### WHAT IS BEING ASKED
All of the data should be restated exactly as it stands.

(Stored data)
**********

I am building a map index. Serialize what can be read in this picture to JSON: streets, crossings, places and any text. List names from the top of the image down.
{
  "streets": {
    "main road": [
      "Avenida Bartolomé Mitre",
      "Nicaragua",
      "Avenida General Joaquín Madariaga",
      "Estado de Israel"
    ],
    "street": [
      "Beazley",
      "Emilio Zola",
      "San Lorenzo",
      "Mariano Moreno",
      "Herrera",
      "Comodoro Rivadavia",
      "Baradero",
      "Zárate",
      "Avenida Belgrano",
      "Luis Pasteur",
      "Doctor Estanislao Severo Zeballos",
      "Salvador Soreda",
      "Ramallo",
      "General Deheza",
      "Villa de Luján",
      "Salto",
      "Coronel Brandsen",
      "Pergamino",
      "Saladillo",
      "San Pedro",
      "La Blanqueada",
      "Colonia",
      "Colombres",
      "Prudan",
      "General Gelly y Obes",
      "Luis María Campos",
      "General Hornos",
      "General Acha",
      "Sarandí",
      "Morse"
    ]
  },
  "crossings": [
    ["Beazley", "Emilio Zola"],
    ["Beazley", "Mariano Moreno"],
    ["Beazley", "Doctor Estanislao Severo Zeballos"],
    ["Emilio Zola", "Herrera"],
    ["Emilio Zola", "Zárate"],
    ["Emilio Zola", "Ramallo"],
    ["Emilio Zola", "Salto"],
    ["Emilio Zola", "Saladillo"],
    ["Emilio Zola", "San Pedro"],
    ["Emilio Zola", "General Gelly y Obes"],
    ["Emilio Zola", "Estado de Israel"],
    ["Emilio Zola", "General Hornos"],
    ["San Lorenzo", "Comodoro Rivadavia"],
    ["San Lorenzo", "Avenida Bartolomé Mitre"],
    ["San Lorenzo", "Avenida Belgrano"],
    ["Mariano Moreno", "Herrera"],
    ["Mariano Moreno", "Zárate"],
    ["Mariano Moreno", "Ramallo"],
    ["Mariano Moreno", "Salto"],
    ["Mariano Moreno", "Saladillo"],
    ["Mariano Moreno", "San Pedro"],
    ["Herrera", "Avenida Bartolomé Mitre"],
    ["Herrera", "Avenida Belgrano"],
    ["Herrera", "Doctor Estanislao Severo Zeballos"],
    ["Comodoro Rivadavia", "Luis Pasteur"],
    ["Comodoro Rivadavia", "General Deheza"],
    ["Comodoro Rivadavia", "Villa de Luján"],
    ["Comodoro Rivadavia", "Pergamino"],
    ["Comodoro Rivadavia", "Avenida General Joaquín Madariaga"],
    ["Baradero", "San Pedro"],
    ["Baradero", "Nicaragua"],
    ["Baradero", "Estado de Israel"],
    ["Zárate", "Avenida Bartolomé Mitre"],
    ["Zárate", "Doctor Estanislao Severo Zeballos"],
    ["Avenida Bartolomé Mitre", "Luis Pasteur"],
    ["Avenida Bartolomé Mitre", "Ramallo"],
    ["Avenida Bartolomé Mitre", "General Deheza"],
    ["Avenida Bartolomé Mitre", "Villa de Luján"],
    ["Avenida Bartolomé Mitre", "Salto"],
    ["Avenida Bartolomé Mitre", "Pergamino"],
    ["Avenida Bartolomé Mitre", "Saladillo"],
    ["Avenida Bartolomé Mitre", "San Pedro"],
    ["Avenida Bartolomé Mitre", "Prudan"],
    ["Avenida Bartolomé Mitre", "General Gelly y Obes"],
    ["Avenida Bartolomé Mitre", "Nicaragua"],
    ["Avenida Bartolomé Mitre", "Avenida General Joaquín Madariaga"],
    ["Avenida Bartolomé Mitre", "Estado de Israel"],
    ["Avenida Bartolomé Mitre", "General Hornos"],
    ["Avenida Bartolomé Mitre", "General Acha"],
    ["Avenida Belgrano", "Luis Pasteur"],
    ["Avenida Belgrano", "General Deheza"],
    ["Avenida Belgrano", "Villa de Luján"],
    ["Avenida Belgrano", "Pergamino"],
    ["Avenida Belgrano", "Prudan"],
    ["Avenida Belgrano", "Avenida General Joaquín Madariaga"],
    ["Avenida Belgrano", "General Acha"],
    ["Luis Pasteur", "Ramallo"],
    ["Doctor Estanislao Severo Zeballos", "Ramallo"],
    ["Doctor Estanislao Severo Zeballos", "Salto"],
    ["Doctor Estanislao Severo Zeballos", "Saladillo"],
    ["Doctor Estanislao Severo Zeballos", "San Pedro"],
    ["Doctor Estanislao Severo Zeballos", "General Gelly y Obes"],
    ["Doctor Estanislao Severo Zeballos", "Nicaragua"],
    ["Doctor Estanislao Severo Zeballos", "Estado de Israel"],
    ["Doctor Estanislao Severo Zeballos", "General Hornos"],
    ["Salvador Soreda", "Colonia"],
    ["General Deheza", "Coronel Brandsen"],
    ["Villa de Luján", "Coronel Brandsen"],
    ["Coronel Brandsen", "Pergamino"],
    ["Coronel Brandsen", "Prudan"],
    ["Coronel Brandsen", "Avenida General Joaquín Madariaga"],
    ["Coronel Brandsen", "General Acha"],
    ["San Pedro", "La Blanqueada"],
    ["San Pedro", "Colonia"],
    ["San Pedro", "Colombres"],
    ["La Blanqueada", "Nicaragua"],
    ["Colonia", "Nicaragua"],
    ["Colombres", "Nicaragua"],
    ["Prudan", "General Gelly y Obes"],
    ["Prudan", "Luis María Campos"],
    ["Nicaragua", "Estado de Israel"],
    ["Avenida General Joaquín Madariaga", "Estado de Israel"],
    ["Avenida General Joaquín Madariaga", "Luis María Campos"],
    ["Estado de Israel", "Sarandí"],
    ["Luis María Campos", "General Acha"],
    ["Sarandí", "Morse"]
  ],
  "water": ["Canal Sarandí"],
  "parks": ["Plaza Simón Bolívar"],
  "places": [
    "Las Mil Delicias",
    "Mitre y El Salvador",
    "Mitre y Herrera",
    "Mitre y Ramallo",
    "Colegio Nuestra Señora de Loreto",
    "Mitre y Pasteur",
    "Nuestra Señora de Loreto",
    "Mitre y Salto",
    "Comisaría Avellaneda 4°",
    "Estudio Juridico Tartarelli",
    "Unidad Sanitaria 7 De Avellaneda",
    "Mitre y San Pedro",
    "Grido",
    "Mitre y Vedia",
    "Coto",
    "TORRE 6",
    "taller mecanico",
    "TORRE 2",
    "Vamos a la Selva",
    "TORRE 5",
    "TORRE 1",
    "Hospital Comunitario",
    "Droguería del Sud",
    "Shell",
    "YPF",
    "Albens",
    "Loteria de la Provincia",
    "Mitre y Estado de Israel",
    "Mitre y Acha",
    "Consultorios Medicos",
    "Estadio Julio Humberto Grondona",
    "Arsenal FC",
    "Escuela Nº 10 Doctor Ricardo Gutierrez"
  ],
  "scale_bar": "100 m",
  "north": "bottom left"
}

**********

### TASK OUTPUT
I am building a map index. Serialize what can be read in this picture to JSON: streets, crossings, places and any text. List names from the top of the image down.
{
  "streets": {
    "main road": [
      "Avenida Bartolomé Mitre",
      "Nicaragua",
      "Avenida General Joaquín Madariaga",
      "Estado de Israel"
    ],
    "street": [
      "Beazley",
      "Emilio Zola",
      "San Lorenzo",
      "Mariano Moreno",
      "Herrera",
      "Comodoro Rivadavia",
      "Baradero",
      "Zárate",
      "Avenida Belgrano",
      "Luis Pasteur",
      "Doctor Estanislao Severo Zeballos",
      "Salvador Soreda",
      "Ramallo",
      "General Deheza",
      "Villa de Luján",
      "Salto",
      "Coronel Brandsen",
      "Pergamino",
      "Saladillo",
      "San Pedro",
      "La Blanqueada",
      "Colonia",
      "Colombres",
      "Prudan",
      "General Gelly y Obes",
      "Luis María Campos",
      "General Hornos",
      "General Acha",
      "Sarandí",
      "Morse"
    ]
  },
  "crossings": [
    ["Beazley", "Emilio Zola"],
    ["Beazley", "Mariano Moreno"],
    ["Beazley", "Doctor Estanislao Severo Zeballos"],
    ["Emilio Zola", "Herrera"],
    ["Emilio Zola", "Zárate"],
    ["Emilio Zola", "Ramallo"],
    ["Emilio Zola", "Salto"],
    ["Emilio Zola", "Saladillo"],
    ["Emilio Zola", "San Pedro"],
    ["Emilio Zola", "General Gelly y Obes"],
    ["Emilio Zola", "Estado de Israel"],
    ["Emilio Zola", "General Hornos"],
    ["San Lorenzo", "Comodoro Rivadavia"],
    ["San Lorenzo", "Avenida Bartolomé Mitre"],
    ["San Lorenzo", "Avenida Belgrano"],
    ["Mariano Moreno", "Herrera"],
    ["Mariano Moreno", "Zárate"],
    ["Mariano Moreno", "Ramallo"],
    ["Mariano Moreno", "Salto"],
    ["Mariano Moreno", "Saladillo"],
    ["Mariano Moreno", "San Pedro"],
    ["Herrera", "Avenida Bartolomé Mitre"],
    ["Herrera", "Avenida Belgrano"],
    ["Herrera", "Doctor Estanislao Severo Zeballos"],
    ["Comodoro Rivadavia", "Luis Pasteur"],
    ["Comodoro Rivadavia", "General Deheza"],
    ["Comodoro Rivadavia", "Villa de Luján"],
    ["Comodoro Rivadavia", "Pergamino"],
    ["Comodoro Rivadavia", "Avenida General Joaquín Madariaga"],
    ["Baradero", "San Pedro"],
    ["Baradero", "Nicaragua"],
    ["Baradero", "Estado de Israel"],
    ["Zárate", "Avenida Bartolomé Mitre"],
    ["Zárate", "Doctor Estanislao Severo Zeballos"],
    ["Avenida Bartolomé Mitre", "Luis Pasteur"],
    ["Avenida Bartolomé Mitre", "Ramallo"],
    ["Avenida Bartolomé Mitre", "General Deheza"],
    ["Avenida Bartolomé Mitre", "Villa de Luján"],
    ["Avenida Bartolomé Mitre", "Salto"],
    ["Avenida Bartolomé Mitre", "Pergamino"],
    ["Avenida Bartolomé Mitre", "Saladillo"],
    ["Avenida Bartolomé Mitre", "San Pedro"],
    ["Avenida Bartolomé Mitre", "Prudan"],
    ["Avenida Bartolomé Mitre", "General Gelly y Obes"],
    ["Avenida Bartolomé Mitre", "Nicaragua"],
    ["Avenida Bartolomé Mitre", "Avenida General Joaquín Madariaga"],
    ["Avenida Bartolomé Mitre", "Estado de Israel"],
    ["Avenida Bartolomé Mitre", "General Hornos"],
    ["Avenida Bartolomé Mitre", "General Acha"],
    ["Avenida Belgrano", "Luis Pasteur"],
    ["Avenida Belgrano", "General Deheza"],
    ["Avenida Belgrano", "Villa de Luján"],
    ["Avenida Belgrano", "Pergamino"],
    ["Avenida Belgrano", "Prudan"],
    ["Avenida Belgrano", "Avenida General Joaquín Madariaga"],
    ["Avenida Belgrano", "General Acha"],
    ["Luis Pasteur", "Ramallo"],
    ["Doctor Estanislao Severo Zeballos", "Ramallo"],
    ["Doctor Estanislao Severo Zeballos", "Salto"],
    ["Doctor Estanislao Severo Zeballos", "Saladillo"],
    ["Doctor Estanislao Severo Zeballos", "San Pedro"],
    ["Doctor Estanislao Severo Zeballos", "General Gelly y Obes"],
    ["Doctor Estanislao Severo Zeballos", "Nicaragua"],
    ["Doctor Estanislao Severo Zeballos", "Estado de Israel"],
    ["Doctor Estanislao Severo Zeballos", "General Hornos"],
    ["Salvador Soreda", "Colonia"],
    ["General Deheza", "Coronel Brandsen"],
    ["Villa de Luján", "Coronel Brandsen"],
    ["Coronel Brandsen", "Pergamino"],
    ["Coronel Brandsen", "Prudan"],
    ["Coronel Brandsen", "Avenida General Joaquín Madariaga"],
    ["Coronel Brandsen", "General Acha"],
    ["San Pedro", "La Blanqueada"],
    ["San Pedro", "Colonia"],
    ["San Pedro", "Colombres"],
    ["La Blanqueada", "Nicaragua"],
    ["Colonia", "Nicaragua"],
    ["Colombres", "Nicaragua"],
    ["Prudan", "General Gelly y Obes"],
    ["Prudan", "Luis María Campos"],
    ["Nicaragua", "Estado de Israel"],
    ["Avenida General Joaquín Madariaga", "Estado de Israel"],
    ["Avenida General Joaquín Madariaga", "Luis María Campos"],
    ["Estado de Israel", "Sarandí"],
    ["Luis María Campos", "General Acha"],
    ["Sarandí", "Morse"]
  ],
  "water": ["Canal Sarandí"],
  "parks": ["Plaza Simón Bolívar"],
  "places": [
    "Las Mil Delicias",
    "Mitre y El Salvador",
    "Mitre y Herrera",
    "Mitre y Ramallo",
    "Colegio Nuestra Señora de Loreto",
    "Mitre y Pasteur",
    "Nuestra Señora de Loreto",
    "Mitre y Salto",
    "Comisaría Avellaneda 4°",
    "Estudio Juridico Tartarelli",
    "Unidad Sanitaria 7 De Avellaneda",
    "Mitre y San Pedro",
    "Grido",
    "Mitre y Vedia",
    "Coto",
    "TORRE 6",
    "taller mecanico",
    "TORRE 2",
    "Vamos a la Selva",
    "TORRE 5",
    "TORRE 1",
    "Hospital Comunitario",
    "Droguería del Sud",
    "Shell",
    "YPF",
    "Albens",
    "Loteria de la Provincia",
    "Mitre y Estado de Israel",
    "Mitre y Acha",
    "Consultorios Medicos",
    "Estadio Julio Humberto Grondona",
    "Arsenal FC",
    "Escuela Nº 10 Doctor Ricardo Gutierrez"
  ],
  "scale_bar": "100 m",
  "north": "bottom left"
}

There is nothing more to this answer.